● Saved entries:
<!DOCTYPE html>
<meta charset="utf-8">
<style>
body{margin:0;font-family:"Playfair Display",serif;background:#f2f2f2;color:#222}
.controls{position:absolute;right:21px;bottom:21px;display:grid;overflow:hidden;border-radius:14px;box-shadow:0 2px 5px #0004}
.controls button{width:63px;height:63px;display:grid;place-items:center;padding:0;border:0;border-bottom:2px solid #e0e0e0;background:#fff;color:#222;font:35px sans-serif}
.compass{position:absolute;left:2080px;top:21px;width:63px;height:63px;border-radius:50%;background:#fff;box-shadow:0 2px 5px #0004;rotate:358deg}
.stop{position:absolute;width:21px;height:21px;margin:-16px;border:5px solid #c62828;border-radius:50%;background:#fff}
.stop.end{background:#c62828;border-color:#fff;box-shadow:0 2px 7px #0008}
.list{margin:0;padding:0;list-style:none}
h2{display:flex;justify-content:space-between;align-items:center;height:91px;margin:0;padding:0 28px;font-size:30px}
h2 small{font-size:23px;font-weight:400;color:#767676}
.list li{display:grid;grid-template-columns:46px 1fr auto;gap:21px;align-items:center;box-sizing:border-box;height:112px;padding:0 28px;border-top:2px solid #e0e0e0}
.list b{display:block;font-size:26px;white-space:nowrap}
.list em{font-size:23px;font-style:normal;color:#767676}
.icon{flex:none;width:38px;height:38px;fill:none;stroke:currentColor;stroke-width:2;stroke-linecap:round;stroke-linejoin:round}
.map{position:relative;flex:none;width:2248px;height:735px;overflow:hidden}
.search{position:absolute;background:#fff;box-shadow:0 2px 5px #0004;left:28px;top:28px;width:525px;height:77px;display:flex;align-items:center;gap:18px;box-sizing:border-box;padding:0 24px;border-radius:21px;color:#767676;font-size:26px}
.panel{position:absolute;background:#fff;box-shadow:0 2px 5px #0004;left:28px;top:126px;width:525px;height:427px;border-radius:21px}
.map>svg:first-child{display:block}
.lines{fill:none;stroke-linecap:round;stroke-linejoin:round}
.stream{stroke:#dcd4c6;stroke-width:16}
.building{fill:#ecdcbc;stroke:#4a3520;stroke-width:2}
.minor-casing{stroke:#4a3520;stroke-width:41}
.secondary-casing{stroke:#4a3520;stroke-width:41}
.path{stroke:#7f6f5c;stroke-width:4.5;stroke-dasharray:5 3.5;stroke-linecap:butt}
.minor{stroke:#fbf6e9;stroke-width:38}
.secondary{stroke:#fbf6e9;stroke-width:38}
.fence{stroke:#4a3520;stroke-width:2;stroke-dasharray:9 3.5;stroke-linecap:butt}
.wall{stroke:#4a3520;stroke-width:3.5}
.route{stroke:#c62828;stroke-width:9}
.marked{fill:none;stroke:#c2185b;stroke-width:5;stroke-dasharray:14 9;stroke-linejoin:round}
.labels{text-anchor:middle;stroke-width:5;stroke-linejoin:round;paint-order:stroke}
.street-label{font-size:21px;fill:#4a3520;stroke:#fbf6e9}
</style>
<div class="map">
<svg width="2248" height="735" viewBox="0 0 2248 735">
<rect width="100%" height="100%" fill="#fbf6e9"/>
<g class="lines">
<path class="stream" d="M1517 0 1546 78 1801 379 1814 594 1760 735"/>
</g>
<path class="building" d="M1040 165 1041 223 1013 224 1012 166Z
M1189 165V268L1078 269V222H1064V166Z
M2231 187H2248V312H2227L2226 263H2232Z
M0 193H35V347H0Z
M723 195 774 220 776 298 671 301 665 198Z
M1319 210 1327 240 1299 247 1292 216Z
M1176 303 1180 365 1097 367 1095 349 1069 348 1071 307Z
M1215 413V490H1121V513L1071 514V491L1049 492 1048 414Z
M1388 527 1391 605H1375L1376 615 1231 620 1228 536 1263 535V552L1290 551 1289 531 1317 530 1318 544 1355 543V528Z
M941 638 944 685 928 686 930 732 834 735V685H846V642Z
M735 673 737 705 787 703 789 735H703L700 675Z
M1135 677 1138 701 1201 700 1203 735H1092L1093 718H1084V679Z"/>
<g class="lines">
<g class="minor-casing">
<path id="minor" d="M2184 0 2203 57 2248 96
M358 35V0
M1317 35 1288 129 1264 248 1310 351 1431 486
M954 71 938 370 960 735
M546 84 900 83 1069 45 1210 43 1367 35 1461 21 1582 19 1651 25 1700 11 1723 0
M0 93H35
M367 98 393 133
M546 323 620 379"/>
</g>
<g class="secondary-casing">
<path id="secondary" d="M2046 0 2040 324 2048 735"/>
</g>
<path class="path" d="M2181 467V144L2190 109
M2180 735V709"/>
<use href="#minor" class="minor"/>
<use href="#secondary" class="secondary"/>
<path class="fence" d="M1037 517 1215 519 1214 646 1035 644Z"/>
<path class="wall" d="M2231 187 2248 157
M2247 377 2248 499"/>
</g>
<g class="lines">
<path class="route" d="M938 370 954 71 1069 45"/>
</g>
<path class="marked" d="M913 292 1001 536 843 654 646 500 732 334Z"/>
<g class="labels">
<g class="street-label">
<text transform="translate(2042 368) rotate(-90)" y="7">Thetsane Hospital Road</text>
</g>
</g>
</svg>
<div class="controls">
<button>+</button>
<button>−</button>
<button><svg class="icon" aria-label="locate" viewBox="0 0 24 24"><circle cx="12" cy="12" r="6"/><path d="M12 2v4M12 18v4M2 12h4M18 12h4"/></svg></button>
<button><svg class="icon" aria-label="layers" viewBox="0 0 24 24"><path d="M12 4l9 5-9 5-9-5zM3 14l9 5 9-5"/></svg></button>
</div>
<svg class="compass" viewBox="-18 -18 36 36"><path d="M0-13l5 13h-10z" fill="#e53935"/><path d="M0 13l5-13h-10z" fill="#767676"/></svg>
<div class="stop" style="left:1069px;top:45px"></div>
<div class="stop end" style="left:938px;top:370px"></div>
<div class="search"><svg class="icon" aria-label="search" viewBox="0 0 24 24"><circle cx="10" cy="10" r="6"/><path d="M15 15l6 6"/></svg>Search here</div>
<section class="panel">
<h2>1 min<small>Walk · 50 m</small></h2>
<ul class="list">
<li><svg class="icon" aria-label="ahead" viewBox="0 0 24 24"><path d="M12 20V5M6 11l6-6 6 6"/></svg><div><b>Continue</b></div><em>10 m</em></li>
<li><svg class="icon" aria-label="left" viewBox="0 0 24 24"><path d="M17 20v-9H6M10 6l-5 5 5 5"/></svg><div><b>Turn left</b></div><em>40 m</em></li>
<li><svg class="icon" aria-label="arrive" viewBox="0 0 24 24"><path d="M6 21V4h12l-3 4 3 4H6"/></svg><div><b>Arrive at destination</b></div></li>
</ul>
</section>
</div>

● Goal of the exercise:
Lines that hold the word "list" are the ones to copy from the entries above.

● Answer to the exercise:
.list{margin:0;padding:0;list-style:none}
.list li{display:grid;grid-template-columns:46px 1fr auto;gap:21px;align-items:center;box-sizing:border-box;height:112px;padding:0 28px;border-top:2px solid #e0e0e0}
.list b{display:block;font-size:26px;white-space:nowrap}
.list em{font-size:23px;font-style:normal;color:#767676}
<ul class="list">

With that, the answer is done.